Exercise goal: Copy every line from the records that holds the word "linecap".

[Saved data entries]
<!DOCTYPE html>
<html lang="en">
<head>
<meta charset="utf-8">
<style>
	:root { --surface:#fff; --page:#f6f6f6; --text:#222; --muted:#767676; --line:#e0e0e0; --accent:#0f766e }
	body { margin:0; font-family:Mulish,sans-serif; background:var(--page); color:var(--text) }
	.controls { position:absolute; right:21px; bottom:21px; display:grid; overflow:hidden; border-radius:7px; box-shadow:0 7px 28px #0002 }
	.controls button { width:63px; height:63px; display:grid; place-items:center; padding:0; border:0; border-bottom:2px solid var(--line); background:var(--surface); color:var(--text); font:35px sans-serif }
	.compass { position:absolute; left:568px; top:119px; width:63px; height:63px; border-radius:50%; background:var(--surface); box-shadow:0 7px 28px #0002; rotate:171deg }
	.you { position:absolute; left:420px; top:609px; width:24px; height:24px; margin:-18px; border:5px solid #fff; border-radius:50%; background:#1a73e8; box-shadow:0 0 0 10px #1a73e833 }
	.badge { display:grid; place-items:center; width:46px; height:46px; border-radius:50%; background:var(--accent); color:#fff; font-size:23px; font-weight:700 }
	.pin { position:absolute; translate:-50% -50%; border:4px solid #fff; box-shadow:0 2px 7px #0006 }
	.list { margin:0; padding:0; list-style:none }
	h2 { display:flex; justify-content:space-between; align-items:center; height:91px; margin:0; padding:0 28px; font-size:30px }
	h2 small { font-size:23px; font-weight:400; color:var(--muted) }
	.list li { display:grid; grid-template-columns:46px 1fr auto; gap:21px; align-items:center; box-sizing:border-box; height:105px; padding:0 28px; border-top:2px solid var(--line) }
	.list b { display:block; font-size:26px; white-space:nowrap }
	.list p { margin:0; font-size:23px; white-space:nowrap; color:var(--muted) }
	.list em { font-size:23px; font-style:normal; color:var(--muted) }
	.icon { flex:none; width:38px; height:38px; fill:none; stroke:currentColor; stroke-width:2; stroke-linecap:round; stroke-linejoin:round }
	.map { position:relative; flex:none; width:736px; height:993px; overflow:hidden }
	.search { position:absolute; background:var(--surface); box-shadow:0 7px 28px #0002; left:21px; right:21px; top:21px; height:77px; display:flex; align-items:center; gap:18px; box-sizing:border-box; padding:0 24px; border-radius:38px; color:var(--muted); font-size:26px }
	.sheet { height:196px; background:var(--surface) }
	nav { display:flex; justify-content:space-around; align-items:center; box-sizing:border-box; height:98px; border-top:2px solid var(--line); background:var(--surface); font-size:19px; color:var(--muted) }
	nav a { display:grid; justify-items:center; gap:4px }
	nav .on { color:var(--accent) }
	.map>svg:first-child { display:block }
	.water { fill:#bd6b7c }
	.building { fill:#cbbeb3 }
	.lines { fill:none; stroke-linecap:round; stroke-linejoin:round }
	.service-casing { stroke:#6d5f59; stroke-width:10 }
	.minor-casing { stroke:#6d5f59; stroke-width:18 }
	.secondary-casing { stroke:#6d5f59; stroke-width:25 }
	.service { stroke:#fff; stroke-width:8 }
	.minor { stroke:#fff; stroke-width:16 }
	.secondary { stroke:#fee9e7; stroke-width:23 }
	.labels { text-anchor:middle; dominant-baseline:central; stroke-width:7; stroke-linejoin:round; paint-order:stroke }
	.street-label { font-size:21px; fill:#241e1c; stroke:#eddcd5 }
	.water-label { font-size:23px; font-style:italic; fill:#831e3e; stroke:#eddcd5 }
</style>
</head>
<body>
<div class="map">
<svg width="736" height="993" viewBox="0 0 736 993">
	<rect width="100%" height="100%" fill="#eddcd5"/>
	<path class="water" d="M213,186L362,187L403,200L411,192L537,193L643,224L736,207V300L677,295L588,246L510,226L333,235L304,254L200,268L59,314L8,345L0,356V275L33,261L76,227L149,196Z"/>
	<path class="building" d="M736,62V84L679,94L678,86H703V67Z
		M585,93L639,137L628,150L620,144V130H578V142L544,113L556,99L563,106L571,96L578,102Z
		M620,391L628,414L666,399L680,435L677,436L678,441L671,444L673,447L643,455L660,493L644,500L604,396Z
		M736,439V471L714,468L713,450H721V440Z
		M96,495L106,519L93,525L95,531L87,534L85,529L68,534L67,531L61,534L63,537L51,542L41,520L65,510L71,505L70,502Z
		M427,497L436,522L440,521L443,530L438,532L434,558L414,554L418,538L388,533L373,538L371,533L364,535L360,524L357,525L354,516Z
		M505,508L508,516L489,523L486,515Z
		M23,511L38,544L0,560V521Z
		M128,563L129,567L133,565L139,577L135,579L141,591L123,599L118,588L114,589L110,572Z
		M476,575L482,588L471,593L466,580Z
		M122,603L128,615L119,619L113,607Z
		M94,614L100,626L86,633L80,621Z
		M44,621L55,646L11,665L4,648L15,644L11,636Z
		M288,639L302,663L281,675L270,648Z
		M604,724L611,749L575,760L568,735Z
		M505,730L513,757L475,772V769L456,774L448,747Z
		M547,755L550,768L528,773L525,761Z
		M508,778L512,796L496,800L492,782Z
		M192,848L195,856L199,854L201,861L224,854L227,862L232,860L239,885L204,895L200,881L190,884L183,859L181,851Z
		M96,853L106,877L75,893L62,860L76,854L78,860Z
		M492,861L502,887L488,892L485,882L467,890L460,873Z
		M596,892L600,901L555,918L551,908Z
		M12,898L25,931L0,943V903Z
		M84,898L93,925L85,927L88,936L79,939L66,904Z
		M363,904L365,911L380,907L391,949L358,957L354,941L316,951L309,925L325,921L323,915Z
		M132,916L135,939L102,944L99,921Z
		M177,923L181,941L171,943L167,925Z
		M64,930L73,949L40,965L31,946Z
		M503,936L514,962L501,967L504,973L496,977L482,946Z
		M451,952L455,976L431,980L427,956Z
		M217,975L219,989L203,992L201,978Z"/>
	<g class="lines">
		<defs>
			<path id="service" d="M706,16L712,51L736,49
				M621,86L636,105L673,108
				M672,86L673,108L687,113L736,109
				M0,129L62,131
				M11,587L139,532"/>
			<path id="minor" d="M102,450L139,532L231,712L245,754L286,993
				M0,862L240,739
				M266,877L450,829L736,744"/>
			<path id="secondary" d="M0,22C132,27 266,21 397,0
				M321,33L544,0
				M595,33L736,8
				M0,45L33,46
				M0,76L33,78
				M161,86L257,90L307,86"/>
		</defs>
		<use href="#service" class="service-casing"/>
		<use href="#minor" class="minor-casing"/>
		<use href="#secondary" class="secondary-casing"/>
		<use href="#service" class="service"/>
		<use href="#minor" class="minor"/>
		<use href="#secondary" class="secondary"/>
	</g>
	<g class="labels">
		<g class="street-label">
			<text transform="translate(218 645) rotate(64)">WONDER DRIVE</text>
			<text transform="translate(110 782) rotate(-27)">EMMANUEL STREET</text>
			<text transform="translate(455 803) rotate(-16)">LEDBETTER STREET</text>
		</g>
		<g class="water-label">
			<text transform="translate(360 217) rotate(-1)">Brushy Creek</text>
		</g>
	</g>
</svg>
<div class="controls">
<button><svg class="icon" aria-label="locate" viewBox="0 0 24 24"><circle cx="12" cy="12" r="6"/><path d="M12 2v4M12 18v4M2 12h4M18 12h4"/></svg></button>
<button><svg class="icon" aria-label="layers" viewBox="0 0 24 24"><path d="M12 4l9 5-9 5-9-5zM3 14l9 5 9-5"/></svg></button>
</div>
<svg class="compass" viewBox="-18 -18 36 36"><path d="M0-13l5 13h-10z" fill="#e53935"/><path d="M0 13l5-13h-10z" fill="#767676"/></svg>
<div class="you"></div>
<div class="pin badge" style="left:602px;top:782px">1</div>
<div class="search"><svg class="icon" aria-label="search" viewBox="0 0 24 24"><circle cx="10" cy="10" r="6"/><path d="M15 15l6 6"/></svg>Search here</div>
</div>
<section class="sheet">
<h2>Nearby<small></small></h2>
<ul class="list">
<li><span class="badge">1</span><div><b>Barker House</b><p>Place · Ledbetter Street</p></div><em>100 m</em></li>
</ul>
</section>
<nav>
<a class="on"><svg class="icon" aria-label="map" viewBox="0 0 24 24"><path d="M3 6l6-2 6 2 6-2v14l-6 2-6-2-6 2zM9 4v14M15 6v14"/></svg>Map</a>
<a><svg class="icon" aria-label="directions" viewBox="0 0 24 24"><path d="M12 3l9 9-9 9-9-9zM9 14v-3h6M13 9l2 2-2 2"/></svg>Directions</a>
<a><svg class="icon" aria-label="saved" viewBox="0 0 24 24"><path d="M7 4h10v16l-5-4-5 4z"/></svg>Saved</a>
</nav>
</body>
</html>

Answer area:
	.icon { flex:none; width:38px; height:38px; fill:none; stroke:currentColor; stroke-width:2; stroke-linecap:round; stroke-linejoin:round }
	.lines { fill:none; stroke-linecap:round; stroke-linejoin:round }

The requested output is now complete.